A knot, a tangle, a blemish in the eternal smoothness - 2014
Magazine clippings, human hair, pins and wire
variable dimensions
A knot, a tangle, a blemish in the eternal smoothness - 2014
Magazine clippings, human hair, pins and wire
variable dimensions
A knot, a tangle, a blemish in the eternal smoothness - 2014
Magazine clippings, human hair, pins and wire
variable dimensions
A knot, a tangle, a blemish in the eternal smoothness - 2014
Magazine clippings, human hair, pins and wire
variable dimensions
Installation in September 2014 at the Kentler International Drawing Space, Brooklyn NY
Illusive Flesh of Light XX - 2015
Drawing on archival print on MOAB paper
55 x 42,5 cm/ 21.6 x 16.7 inches
Illusive Flesh of Light XVII - 2015
Drawing on archival print on MOAB paper
55 x 42,5 cm/ 21.6 x 16.7 inches
Statement
Advertising images of magazines and mail order catalogues are the source of my drawings and installations. I am interested in the tension between the highly representational and readable starting point - advertisements, which have to get a message across as clearly as possible - and the abstracted, illegible result of my layering process. The media defines our experience of the world extensively, maybe more than our direct experiences do.
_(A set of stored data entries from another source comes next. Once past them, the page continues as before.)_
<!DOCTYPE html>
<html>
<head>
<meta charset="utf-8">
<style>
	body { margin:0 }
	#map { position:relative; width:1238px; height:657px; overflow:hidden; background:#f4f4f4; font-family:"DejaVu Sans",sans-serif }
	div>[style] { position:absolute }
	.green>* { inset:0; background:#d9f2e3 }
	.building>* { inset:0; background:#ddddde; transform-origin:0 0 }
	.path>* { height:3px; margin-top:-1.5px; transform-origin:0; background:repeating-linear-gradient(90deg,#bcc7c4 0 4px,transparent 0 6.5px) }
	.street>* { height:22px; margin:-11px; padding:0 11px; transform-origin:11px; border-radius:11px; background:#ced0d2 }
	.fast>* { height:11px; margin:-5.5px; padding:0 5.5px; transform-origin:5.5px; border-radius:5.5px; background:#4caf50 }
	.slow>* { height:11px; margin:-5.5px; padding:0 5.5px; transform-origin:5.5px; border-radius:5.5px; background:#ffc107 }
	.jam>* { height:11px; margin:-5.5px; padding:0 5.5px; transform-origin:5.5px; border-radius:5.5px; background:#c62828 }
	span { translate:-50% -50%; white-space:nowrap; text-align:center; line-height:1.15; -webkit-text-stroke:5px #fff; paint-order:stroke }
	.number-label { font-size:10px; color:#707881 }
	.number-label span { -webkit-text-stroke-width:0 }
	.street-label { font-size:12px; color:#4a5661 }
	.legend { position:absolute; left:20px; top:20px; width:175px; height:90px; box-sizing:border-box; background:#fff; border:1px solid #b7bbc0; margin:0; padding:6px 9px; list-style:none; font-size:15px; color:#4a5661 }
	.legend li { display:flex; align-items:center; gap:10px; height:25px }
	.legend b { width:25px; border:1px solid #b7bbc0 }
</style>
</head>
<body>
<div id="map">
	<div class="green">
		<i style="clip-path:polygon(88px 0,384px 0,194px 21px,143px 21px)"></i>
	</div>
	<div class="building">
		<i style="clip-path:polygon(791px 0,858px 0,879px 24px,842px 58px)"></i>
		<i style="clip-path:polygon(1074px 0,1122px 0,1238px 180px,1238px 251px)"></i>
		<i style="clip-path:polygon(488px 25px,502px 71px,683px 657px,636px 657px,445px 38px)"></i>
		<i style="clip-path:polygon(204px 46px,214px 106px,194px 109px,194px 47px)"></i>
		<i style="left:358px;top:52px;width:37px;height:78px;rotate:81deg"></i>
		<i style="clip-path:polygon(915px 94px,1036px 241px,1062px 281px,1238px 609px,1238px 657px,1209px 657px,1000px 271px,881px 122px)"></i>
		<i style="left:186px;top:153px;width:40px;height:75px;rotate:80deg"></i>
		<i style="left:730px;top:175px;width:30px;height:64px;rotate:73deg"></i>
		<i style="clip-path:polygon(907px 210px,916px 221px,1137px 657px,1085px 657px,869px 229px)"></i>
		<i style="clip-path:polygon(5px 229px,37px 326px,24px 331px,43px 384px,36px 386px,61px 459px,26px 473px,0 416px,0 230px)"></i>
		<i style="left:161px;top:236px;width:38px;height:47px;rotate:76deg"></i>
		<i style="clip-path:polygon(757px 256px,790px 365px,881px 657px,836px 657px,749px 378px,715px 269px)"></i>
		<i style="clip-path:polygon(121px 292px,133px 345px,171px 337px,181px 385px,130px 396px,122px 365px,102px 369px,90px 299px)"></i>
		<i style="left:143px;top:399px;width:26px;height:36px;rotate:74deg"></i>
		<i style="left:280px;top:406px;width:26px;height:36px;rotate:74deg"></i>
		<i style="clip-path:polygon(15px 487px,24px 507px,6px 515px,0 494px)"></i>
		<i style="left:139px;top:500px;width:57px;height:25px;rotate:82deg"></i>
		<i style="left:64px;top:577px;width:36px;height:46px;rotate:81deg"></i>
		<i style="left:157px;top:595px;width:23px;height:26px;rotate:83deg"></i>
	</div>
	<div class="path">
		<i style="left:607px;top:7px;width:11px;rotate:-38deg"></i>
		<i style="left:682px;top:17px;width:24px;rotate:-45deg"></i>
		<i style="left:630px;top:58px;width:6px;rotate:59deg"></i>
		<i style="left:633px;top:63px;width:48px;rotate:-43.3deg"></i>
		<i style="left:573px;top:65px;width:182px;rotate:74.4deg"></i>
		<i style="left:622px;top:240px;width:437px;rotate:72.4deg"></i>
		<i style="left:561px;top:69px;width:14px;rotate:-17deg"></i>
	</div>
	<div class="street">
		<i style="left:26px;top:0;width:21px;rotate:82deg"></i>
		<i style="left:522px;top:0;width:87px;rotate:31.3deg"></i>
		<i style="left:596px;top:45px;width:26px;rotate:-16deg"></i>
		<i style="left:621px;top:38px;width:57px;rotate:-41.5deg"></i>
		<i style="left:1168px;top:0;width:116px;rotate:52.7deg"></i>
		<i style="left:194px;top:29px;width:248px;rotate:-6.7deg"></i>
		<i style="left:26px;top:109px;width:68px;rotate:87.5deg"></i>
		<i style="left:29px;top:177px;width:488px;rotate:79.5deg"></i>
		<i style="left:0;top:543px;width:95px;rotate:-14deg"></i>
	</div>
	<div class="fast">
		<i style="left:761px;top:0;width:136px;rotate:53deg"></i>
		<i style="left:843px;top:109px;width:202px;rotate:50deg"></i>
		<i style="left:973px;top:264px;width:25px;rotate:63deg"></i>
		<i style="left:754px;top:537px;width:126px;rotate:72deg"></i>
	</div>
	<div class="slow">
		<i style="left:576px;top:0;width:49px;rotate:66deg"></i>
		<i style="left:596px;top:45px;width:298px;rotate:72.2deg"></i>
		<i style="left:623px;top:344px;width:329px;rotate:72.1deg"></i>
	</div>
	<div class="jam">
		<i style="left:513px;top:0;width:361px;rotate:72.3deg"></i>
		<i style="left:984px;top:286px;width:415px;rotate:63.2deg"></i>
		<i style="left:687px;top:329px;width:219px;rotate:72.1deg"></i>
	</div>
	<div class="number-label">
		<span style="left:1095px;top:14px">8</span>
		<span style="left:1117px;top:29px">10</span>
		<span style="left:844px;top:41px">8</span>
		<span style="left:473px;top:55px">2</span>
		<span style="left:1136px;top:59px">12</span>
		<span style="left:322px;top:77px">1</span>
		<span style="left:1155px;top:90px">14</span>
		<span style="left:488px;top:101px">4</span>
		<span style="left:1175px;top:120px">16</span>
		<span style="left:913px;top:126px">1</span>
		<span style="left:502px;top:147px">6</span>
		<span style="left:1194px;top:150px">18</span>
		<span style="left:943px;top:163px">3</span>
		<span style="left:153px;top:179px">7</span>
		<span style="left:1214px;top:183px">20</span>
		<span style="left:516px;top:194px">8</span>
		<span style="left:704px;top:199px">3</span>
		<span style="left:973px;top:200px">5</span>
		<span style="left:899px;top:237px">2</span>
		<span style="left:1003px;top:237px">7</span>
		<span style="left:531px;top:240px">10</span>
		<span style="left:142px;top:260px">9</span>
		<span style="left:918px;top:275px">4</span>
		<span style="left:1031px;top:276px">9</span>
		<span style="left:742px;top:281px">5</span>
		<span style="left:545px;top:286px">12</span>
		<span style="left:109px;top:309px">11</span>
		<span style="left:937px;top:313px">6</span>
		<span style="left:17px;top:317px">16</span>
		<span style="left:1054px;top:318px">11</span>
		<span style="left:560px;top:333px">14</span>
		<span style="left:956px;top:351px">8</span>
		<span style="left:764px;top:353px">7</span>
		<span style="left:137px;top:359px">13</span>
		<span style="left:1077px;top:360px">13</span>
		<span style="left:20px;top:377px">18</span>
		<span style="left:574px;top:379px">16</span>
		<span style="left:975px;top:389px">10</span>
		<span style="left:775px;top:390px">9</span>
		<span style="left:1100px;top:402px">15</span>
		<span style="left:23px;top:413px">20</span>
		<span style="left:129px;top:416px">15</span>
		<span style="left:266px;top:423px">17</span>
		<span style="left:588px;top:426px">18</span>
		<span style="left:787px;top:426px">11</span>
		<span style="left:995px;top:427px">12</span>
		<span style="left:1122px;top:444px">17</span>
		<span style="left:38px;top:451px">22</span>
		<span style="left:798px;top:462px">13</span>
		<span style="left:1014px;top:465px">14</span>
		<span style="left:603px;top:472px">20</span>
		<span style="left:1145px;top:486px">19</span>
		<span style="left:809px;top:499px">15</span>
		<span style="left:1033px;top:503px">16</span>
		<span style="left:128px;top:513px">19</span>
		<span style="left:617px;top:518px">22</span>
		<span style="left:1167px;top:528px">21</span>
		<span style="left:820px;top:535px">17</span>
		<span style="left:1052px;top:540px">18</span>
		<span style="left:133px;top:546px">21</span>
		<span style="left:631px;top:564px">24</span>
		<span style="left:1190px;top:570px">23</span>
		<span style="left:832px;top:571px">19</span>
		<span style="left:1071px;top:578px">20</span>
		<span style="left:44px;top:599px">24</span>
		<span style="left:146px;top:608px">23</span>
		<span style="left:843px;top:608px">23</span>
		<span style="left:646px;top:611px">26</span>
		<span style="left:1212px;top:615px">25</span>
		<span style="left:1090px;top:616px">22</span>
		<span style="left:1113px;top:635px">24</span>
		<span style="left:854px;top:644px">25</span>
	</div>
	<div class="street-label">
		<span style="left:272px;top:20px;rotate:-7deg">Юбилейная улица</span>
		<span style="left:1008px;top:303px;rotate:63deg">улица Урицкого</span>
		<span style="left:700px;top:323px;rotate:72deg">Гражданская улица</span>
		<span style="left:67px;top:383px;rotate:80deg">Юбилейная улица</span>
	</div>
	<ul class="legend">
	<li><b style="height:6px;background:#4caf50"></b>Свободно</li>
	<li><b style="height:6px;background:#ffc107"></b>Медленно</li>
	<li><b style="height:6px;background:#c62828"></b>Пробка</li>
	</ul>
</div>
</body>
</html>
The images I use often have extremely high production value. Magazines arriving as a pristine, glowing object in the mail or on the newsstand yet meant to disappear quickly and to become trash, to be replaced by the most recent up to date information. My work on the contrary, is the result of an antiquated and slow process. It refers to the culture that produced them, but totally transforms the original narrative.
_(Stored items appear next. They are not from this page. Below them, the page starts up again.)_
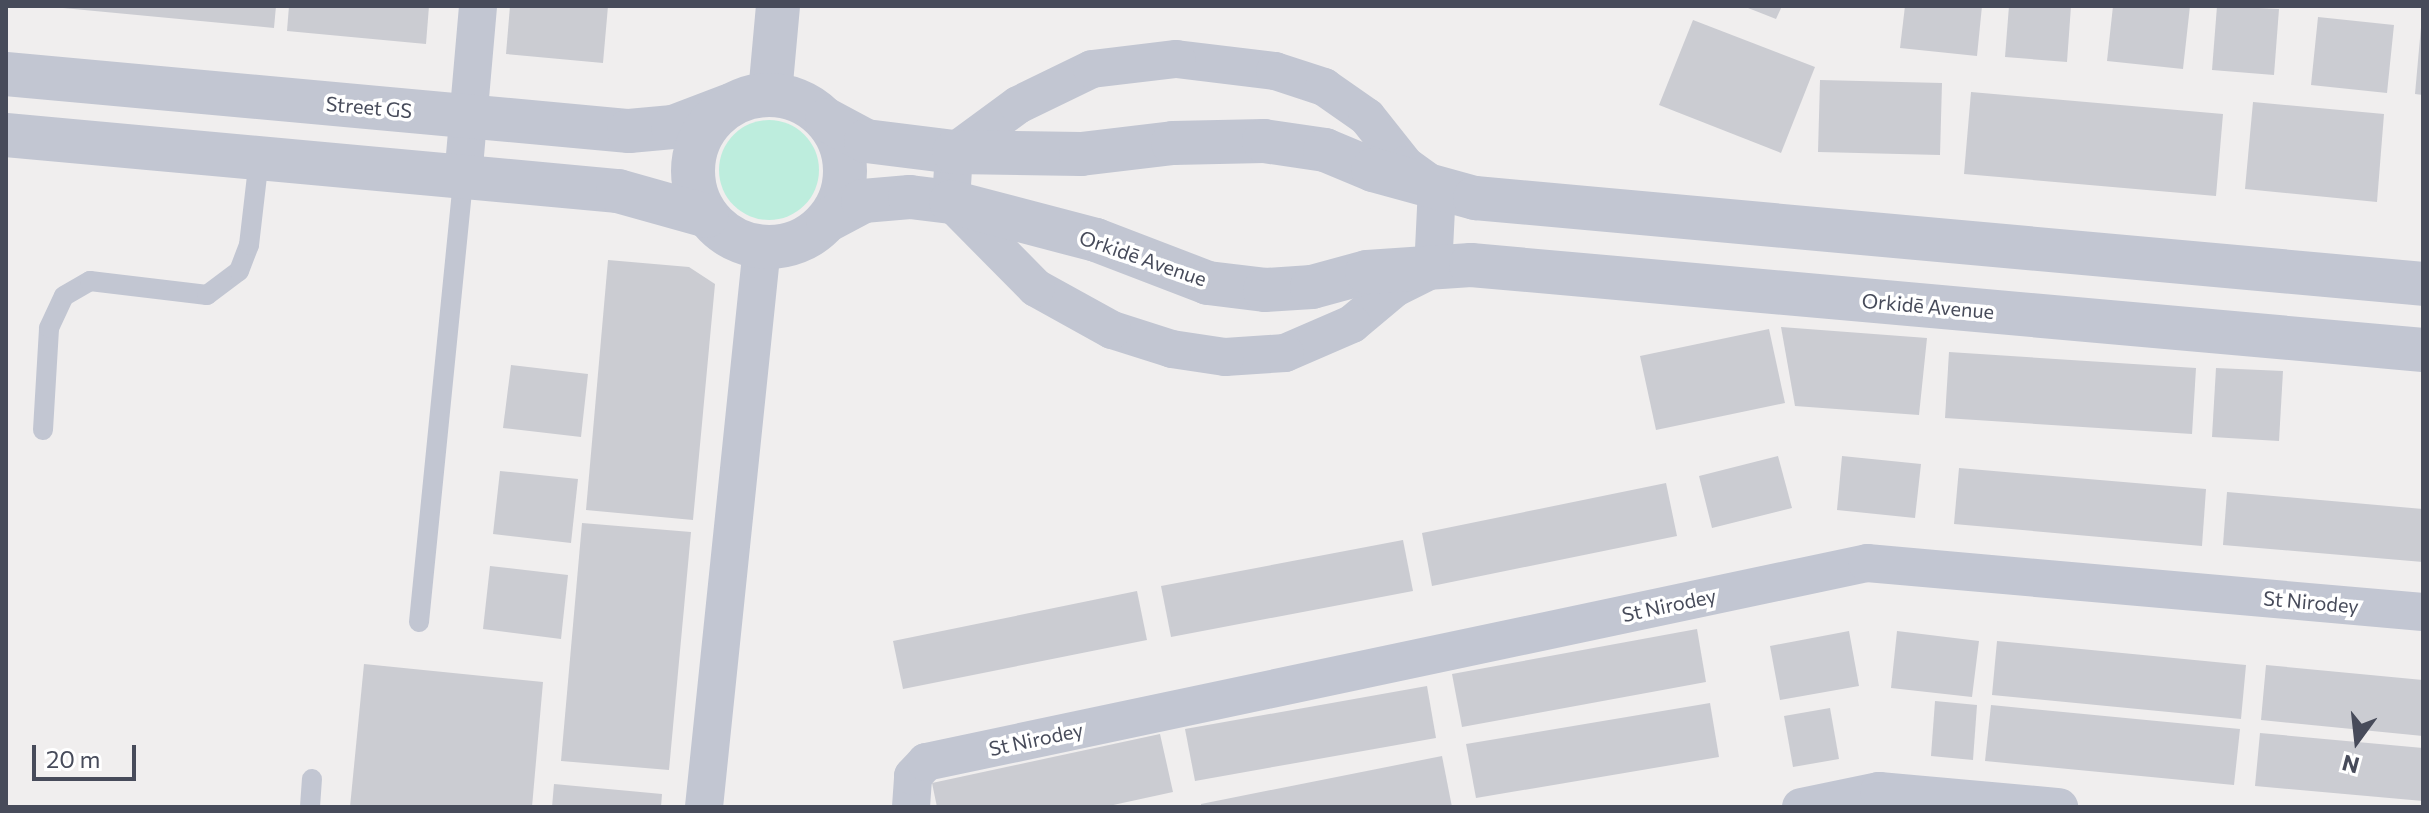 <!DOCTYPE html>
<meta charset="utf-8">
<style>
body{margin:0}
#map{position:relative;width:2429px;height:813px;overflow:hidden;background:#f0eeee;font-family:Commissioner,sans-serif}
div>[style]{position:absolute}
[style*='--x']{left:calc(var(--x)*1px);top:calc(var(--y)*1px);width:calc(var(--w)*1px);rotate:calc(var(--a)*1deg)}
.green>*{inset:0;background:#bdeddd}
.round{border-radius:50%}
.building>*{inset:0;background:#cbccd2}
.service>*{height:20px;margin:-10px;padding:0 10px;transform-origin:10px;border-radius:10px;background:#c2c6d2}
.minor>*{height:38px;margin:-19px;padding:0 19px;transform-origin:19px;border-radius:19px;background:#c2c6d2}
.tertiary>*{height:44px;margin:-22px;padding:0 22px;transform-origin:22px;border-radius:22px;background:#c2c6d2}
.tertiary>.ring{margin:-22px;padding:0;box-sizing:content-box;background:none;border:44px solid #c2c6d2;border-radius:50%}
span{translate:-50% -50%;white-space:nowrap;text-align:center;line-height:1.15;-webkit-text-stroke:7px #fff;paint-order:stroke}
.street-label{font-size:20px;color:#474b5a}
.frame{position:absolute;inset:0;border:8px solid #474b5a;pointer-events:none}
.north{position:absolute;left:2317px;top:701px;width:80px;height:80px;-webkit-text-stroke:6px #fff;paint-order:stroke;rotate:195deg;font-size:22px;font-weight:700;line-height:32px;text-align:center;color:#474b5a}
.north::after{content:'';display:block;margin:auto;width:28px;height:36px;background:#474b5a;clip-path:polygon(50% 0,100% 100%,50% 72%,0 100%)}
.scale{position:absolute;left:32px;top:745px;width:104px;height:36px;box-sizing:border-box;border:4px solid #474b5a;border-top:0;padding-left:10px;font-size:24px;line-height:28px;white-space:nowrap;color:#474b5a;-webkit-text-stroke:6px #fff;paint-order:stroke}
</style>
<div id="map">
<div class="green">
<i class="round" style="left:719px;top:120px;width:100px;height:100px"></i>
</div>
<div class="building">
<i style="clip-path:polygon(42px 6px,276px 6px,274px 28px)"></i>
<i style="clip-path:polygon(289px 6px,429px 6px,426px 44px,287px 31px)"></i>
<i style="clip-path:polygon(510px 6px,608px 6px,603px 63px,506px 54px)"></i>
<i style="clip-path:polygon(1743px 6px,1782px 6px,1776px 19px)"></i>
<i style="clip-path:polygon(1905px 6px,1982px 6px,1977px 56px,1900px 48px)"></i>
<i style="clip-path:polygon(2009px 6px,2071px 6px,2067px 62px,2005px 57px)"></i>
<i style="clip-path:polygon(2113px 6px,2190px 6px,2183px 69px,2107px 61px)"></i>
<i style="clip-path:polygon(2217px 6px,2279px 9px,2274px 75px,2212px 70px)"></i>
<i style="clip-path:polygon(2318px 17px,2394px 25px,2387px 93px,2311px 85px)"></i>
<i style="clip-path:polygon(1693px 20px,1815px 67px,1781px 153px,1659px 105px)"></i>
<i style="clip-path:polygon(2421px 27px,2423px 27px,2423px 95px,2415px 94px)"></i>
<i style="clip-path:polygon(1820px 80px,1942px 83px,1940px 155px,1818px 152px)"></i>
<i style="clip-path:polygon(1971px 92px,2223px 114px,2216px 196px,1964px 174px)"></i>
<i style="clip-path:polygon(2253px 102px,2384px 114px,2377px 202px,2245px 189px)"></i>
<i style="clip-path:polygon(608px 260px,689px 267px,715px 284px,693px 520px,586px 510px)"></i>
<i style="clip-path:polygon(1781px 327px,1927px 338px,1919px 415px,1795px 406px)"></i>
<i style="clip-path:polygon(1769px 329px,1785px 403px,1656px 430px,1640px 356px)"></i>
<i style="clip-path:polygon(1949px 352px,2196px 368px,2192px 434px,1945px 418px)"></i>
<i style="clip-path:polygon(511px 365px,588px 374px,581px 437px,503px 428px)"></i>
<i style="clip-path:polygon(2216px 368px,2283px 371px,2279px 441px,2212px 437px)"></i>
<i style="clip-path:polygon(1778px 456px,1792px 508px,1712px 528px,1699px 476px)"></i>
<i style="clip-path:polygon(1842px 456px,1921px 464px,1915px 518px,1837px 510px)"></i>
<i style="clip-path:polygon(1959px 468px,2206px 489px,2202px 546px,1954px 524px)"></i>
<i style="clip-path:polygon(500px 471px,578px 479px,571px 543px,493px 534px)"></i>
<i style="clip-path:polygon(1666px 483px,1677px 536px,1432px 586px,1422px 533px)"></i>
<i style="clip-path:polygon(2227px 492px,2423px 509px,2423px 562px,2223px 545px)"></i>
<i style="clip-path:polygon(582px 523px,691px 532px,669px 770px,561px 761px)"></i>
<i style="clip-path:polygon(1403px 540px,1413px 591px,1171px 637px,1161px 586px)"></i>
<i style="clip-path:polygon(490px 566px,568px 575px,561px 639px,483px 629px)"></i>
<i style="clip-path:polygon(1137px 591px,1147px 640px,903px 689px,893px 641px)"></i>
<i style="clip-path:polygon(1697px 629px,1706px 682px,1462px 727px,1452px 674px)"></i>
<i style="clip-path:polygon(1849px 631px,1859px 686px,1780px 700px,1770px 646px)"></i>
<i style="clip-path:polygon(1897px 631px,1979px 641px,1972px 697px,1891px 688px)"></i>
<i style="clip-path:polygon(1997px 641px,2246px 665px,2241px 719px,1992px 695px)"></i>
<i style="clip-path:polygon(364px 664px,543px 682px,532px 807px,350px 807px)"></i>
<i style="clip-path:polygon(2266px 665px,2423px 680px,2423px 736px,2261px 720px)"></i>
<i style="clip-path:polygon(1427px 686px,1436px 738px,1195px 781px,1185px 729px)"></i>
<i style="clip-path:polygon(1935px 701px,1977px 705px,1973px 760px,1931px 756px)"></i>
<i style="clip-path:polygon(1710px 703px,1719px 757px,1476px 798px,1466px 744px)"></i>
<i style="clip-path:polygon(1991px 705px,2240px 729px,2234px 785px,1985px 761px)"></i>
<i style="clip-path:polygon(1830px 708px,1839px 759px,1793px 767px,1784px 716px)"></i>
<i style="clip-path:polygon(2260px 733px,2423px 748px,2423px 801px,2255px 786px)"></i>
<i style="clip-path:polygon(1160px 734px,1173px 792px,1104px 807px,937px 807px,932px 783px)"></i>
<i style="clip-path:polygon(1442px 756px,1452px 807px,1201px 807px,1201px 804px)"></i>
<i style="clip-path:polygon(554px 784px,662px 794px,661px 807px,552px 807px)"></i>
</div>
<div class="service">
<i style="--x:43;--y:430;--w:102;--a:-86.6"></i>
<i style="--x:49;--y:328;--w:35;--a:-65"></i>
<i style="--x:64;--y:296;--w:30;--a:-30"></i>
<i style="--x:90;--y:281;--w:118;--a:6.8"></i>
<i style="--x:207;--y:295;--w:40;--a:-37"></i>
<i style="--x:239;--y:271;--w:28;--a:-69"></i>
<i style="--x:249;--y:245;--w:87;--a:-83.4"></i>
<i style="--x:419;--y:622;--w:446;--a:-84.3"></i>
<i style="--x:310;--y:807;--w:28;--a:-86"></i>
</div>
<div class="minor">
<i style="--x:1176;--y:59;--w:100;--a:6.9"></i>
<i style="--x:1275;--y:71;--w:52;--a:18.1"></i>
<i style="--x:1324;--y:87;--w:52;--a:34.9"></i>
<i style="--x:1367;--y:117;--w:61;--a:51.6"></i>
<i style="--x:1405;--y:165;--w:39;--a:36"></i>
<i style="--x:1437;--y:188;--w:81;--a:92.8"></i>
<i style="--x:1433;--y:269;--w:42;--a:153.4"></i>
<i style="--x:1395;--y:288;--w:56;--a:140.1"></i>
<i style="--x:1352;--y:324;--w:73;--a:156.6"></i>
<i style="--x:1285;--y:353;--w:60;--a:176.2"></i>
<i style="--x:1225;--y:357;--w:54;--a:-171.4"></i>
<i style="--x:1172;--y:349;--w:63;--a:-162.4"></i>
<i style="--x:1112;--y:330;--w:87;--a:-151.1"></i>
<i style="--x:1036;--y:288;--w:121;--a:-134.7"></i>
<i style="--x:951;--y:202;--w:50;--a:-86.6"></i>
<i style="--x:954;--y:152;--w:79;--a:-36.3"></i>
<i style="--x:1018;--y:105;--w:82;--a:-25.9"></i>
<i style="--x:1092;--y:69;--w:85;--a:-6.8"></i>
<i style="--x:463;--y:178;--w:173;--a:-85"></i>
<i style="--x:704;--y:807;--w:563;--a:-84.09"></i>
<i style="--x:911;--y:807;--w:31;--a:-86"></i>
<i style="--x:913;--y:776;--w:19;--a:-47"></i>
<i style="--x:926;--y:762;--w:962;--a:-11.94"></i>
<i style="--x:1867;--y:563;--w:558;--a:5.04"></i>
<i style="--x:1801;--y:807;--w:80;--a:-11.6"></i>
<i style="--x:1879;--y:791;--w:181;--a:5.1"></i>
</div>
<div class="tertiary">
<i style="--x:6;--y:74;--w:626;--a:5.23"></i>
<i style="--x:629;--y:131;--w:44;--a:-5.2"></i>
<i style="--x:673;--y:127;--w:59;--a:-20.9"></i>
<i style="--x:770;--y:94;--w:88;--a:-84.8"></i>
<i class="ring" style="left:693px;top:95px;width:108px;height:108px"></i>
<i style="--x:827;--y:120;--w:44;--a:28.3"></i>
<i style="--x:866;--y:141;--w:89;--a:7.1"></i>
<i style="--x:954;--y:152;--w:127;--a:0.9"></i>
<i style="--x:1081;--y:154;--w:93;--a:-6.8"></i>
<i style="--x:1173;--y:143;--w:91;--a:-1.3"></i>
<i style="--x:1264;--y:141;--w:62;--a:8.4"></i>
<i style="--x:1325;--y:150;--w:52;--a:22.6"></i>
<i style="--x:1373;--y:170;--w:106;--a:15.4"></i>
<i style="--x:1475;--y:198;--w:952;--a:5.18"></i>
<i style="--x:6;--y:135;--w:615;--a:5.23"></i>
<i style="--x:618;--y:191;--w:92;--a:15.7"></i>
<i style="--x:828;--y:220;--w:40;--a:-28"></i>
<i style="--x:863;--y:201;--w:47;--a:-4.9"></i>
<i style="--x:910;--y:197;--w:41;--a:7"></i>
<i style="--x:951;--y:202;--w:150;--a:14.7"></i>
<i style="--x:1096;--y:240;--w:120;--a:21"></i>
<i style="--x:1208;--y:283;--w:57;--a:7"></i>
<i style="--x:1265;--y:290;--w:47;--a:-3.7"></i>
<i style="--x:1312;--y:287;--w:57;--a:-15.3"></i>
<i style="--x:1367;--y:272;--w:104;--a:-3.9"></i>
<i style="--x:1471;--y:265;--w:956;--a:5.1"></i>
</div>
<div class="street-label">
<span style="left:369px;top:107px;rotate:5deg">Street GS</span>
<span style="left:1143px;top:258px;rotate:19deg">Orkidē Avenue</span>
<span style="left:1928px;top:306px;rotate:5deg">Orkidē Avenue</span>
<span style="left:2311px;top:602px;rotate:5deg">St Nirodey</span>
<span style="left:1669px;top:605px;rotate:-12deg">St Nirodey</span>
<span style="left:1036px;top:739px;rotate:-12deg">St Nirodey</span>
</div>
<div class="frame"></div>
<div class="north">N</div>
<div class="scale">20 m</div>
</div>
The site-specific installation ‘a knot, a tangle, a blemish in the eternal smoothness’ is created of tarnished magazine clippings of hair that I connected with lots of dress-maker pins and sewed together with a needle and my own hair. Glossy magazine images of abundantly waving hair are often a symbol of sexual power and eternal youth, in contrast to my own hair, which is falling out and graying as evidence of decay and death in my physical body. I see the piece as a memento mori, a means of considering the vanity of life in the hyper-consumer world of today.